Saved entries
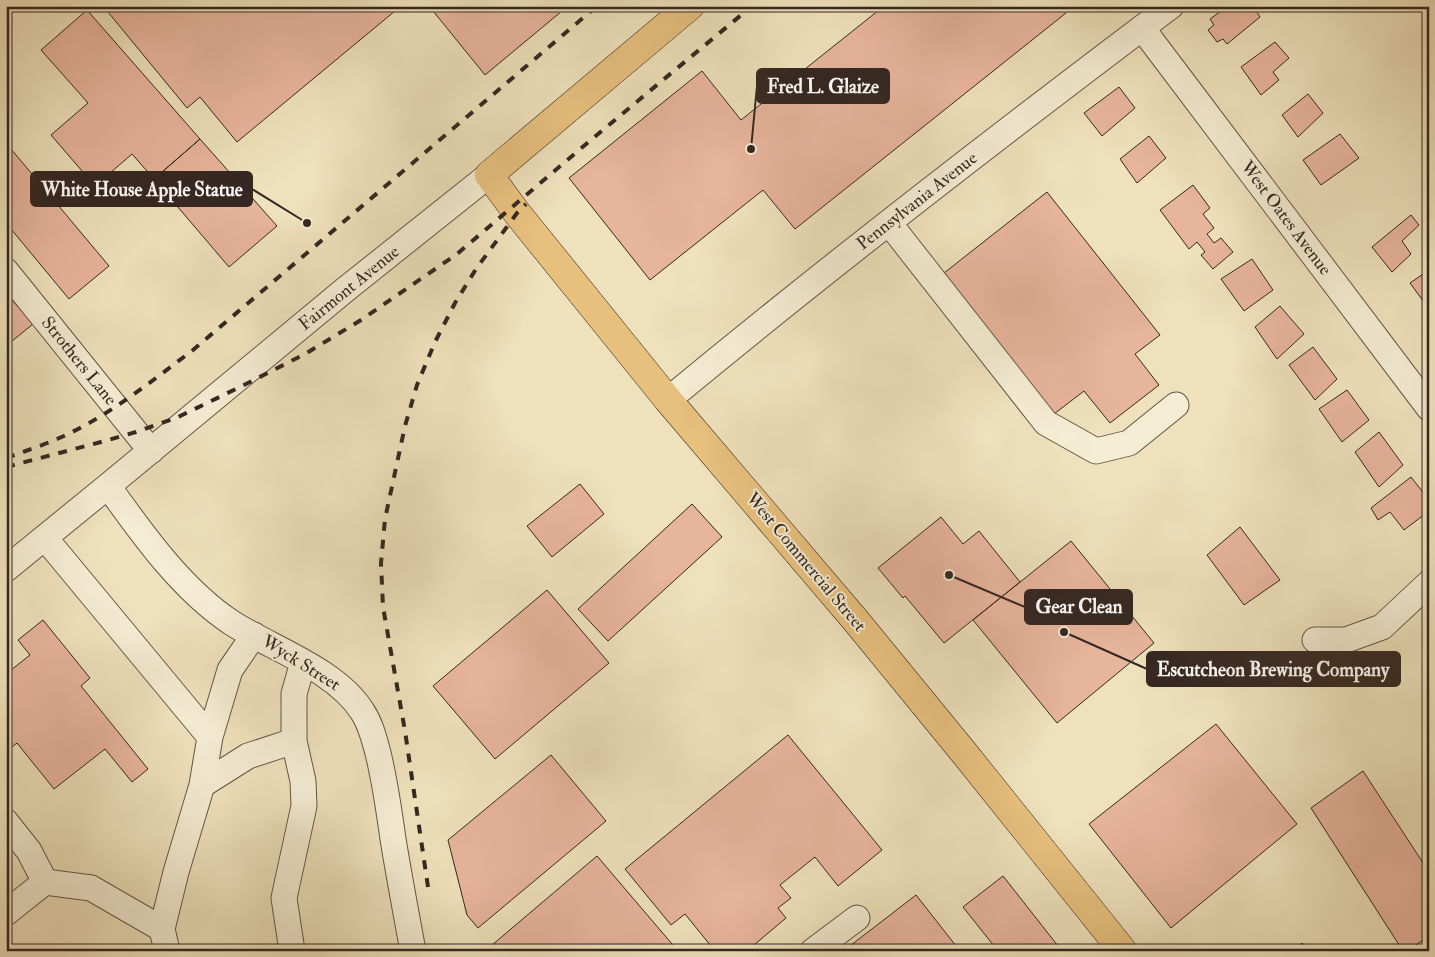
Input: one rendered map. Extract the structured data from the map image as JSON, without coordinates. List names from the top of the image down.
{
  "streets": {
    "main road": ["Fairmont Avenue", "West Commercial Street"],
    "street": [
      "Pennsylvania Avenue",
      "West Oates Avenue",
      "Strothers Lane",
      "Wyck Street"
    ]
  },
  "crossings": [
    ["Pennsylvania Avenue", "West Oates Avenue"],
    ["Pennsylvania Avenue", "West Commercial Street"],
    ["Fairmont Avenue", "Strothers Lane"],
    ["Fairmont Avenue", "West Commercial Street"],
    ["Fairmont Avenue", "Wyck Street"]
  ],
  "places": [
    "Fred L. Glaize",
    "White House Apple Statue",
    "Gear Clean",
    "Escutcheon Brewing Company"
  ]
}
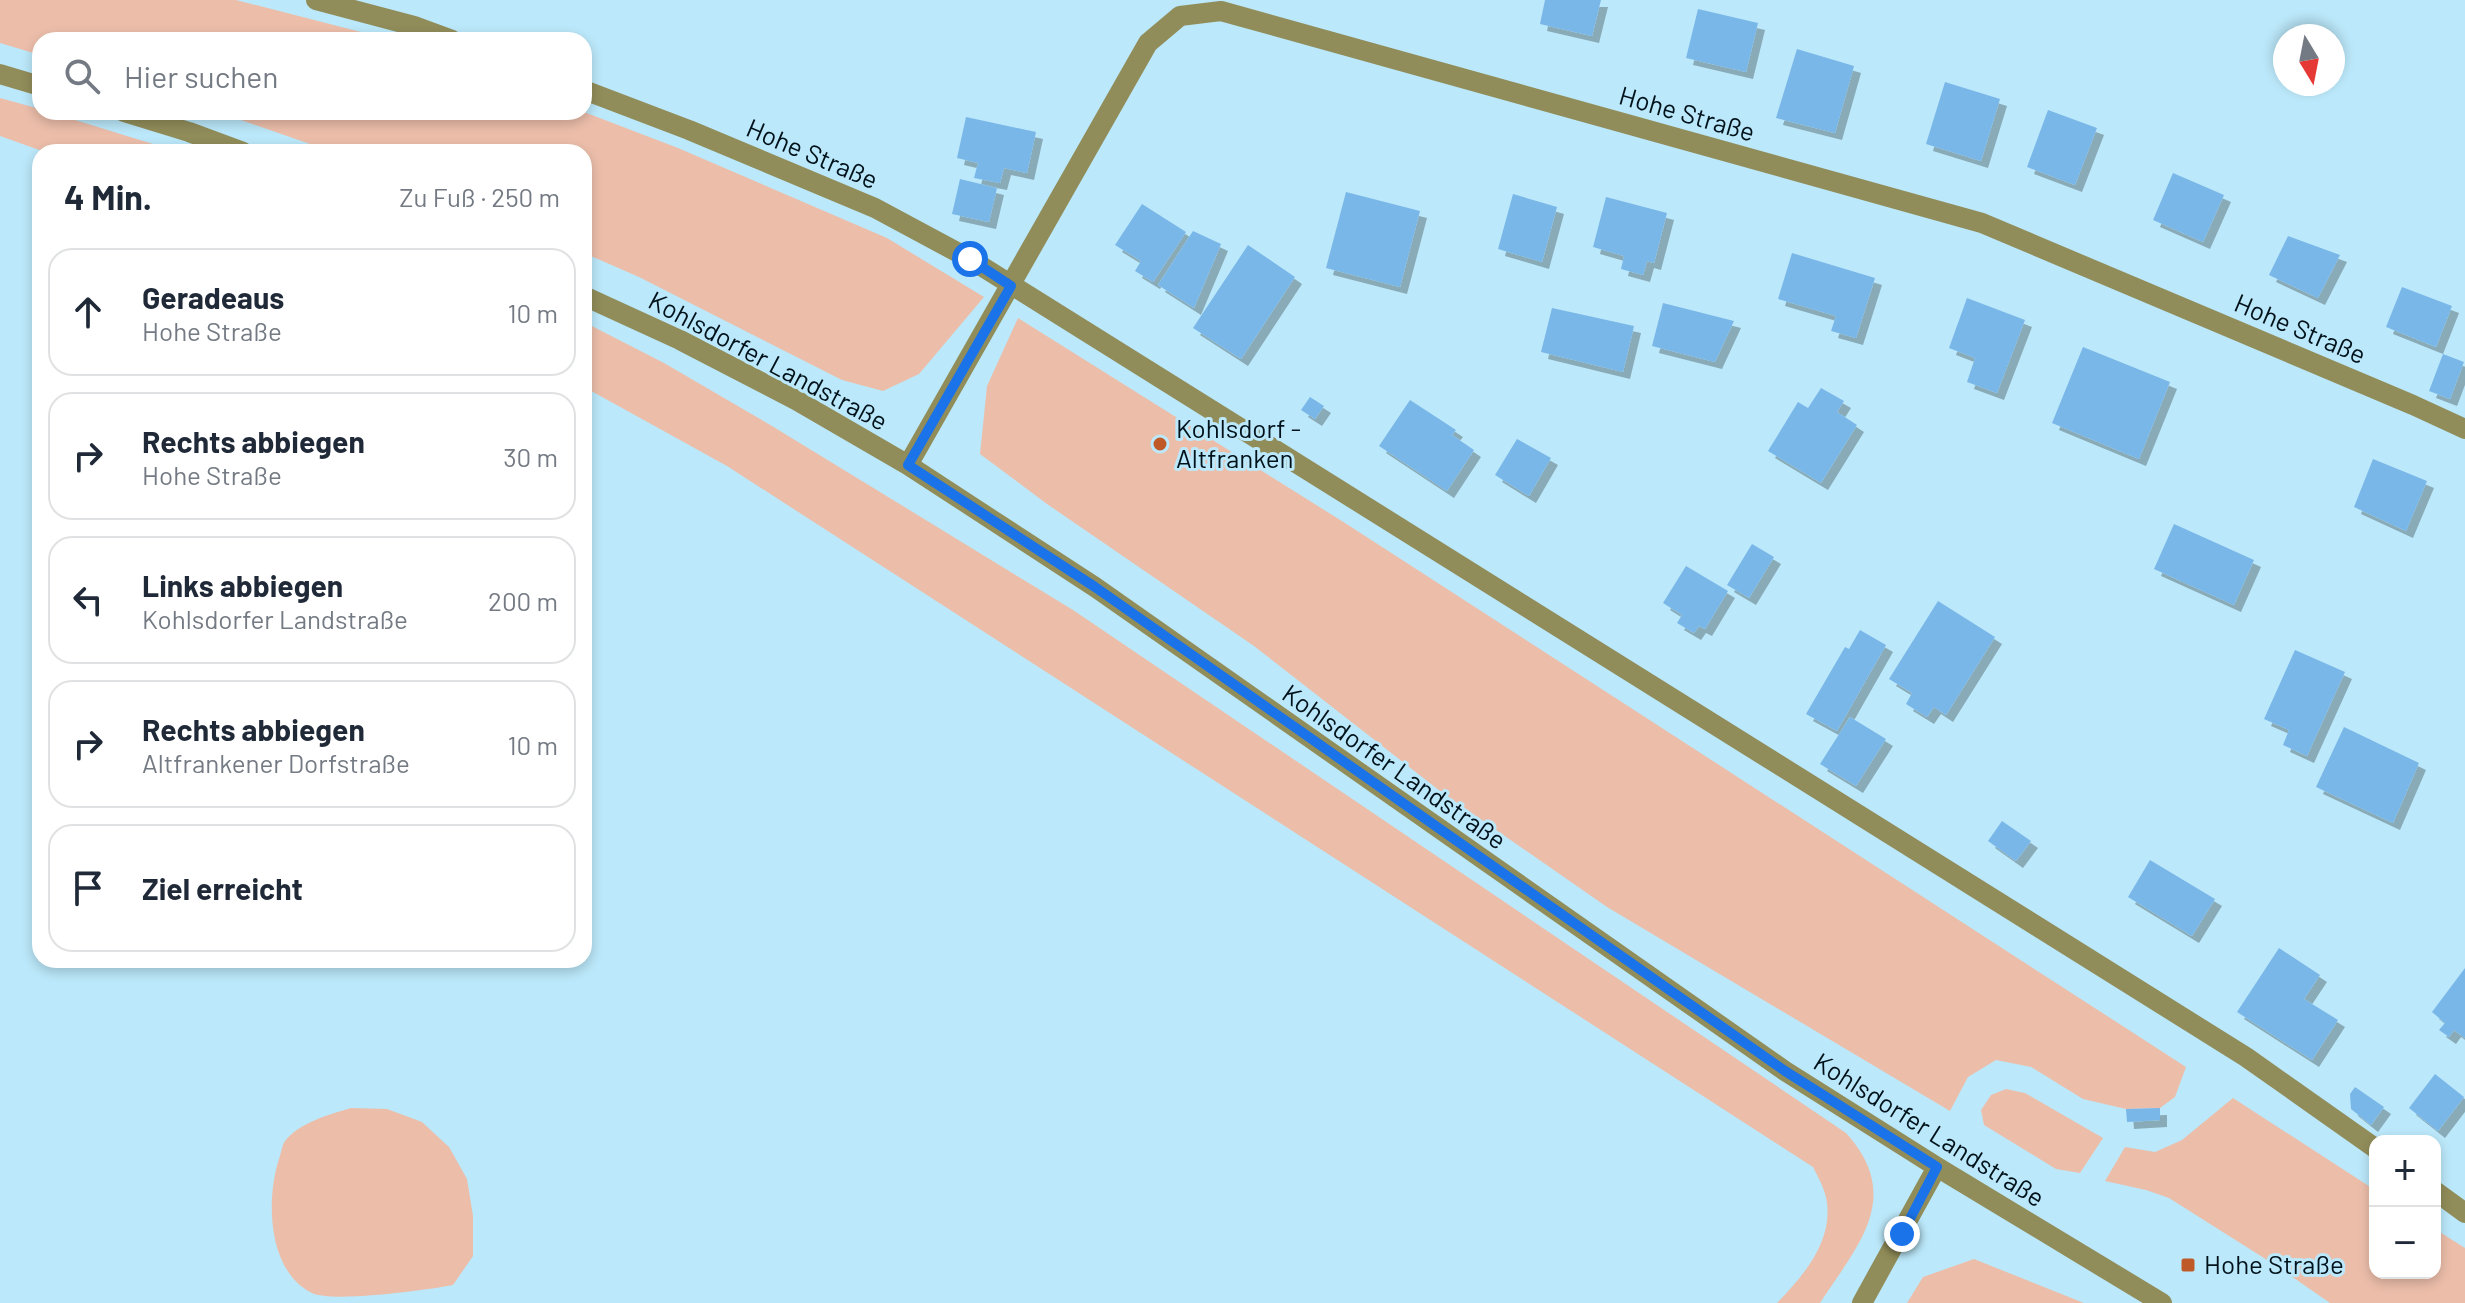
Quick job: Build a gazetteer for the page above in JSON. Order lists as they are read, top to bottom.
{
  "streets": {
    "street": ["Hohe Straße", "Kohlsdorfer Landstraße"]
  },
  "crossings": [
    ["Hohe Straße", "Kohlsdorfer Landstraße"]
  ],
  "places": {
    "other": ["Kohlsdorf - Altfranken"],
    "transit": ["Hohe Straße"]
  },
  "north": "bottom",
  "page": {
    "search": "Hier suchen",
    "heading": ["4 Min.", "Zu Fuß · 250 m"],
    "list": [
      ["Geradeaus", "Hohe Straße", "10 m"],
      ["Rechts abbiegen", "Hohe Straße", "30 m"],
      ["Links abbiegen", "Kohlsdorfer Landstraße", "200 m"],
      ["Rechts abbiegen", "Altfrankener Dorfstraße", "10 m"],
      "Ziel erreicht"
    ],
    "map_buttons": ["+", "−"]
  }
}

# WHAT THE TASK REQUIRES
Print every entry exactly as written, without the pictures.

# TASK OUTPUT
Input: one rendered map. Extract the structured data from the map image as JSON, without coordinates. List names from the top of the image down.
{
  "streets": {
    "main road": ["Fairmont Avenue", "West Commercial Street"],
    "street": [
      "Pennsylvania Avenue",
      "West Oates Avenue",
      "Strothers Lane",
      "Wyck Street"
    ]
  },
  "crossings": [
    ["Pennsylvania Avenue", "West Oates Avenue"],
    ["Pennsylvania Avenue", "West Commercial Street"],
    ["Fairmont Avenue", "Strothers Lane"],
    ["Fairmont Avenue", "West Commercial Street"],
    ["Fairmont Avenue", "Wyck Street"]
  ],
  "places": [
    "Fred L. Glaize",
    "White House Apple Statue",
    "Gear Clean",
    "Escutcheon Brewing Company"
  ]
}
Quick job: Build a gazetteer for the page above in JSON. Order lists as they are read, top to bottom.
{
  "streets": {
    "street": ["Hohe Straße", "Kohlsdorfer Landstraße"]
  },
  "crossings": [
    ["Hohe Straße", "Kohlsdorfer Landstraße"]
  ],
  "places": {
    "other": ["Kohlsdorf - Altfranken"],
    "transit": ["Hohe Straße"]
  },
  "north": "bottom",
  "page": {
    "search": "Hier suchen",
    "heading": ["4 Min.", "Zu Fuß · 250 m"],
    "list": [
      ["Geradeaus", "Hohe Straße", "10 m"],
      ["Rechts abbiegen", "Hohe Straße", "30 m"],
      ["Links abbiegen", "Kohlsdorfer Landstraße", "200 m"],
      ["Rechts abbiegen", "Altfrankener Dorfstraße", "10 m"],
      "Ziel erreicht"
    ],
    "map_buttons": ["+", "−"]
  }
}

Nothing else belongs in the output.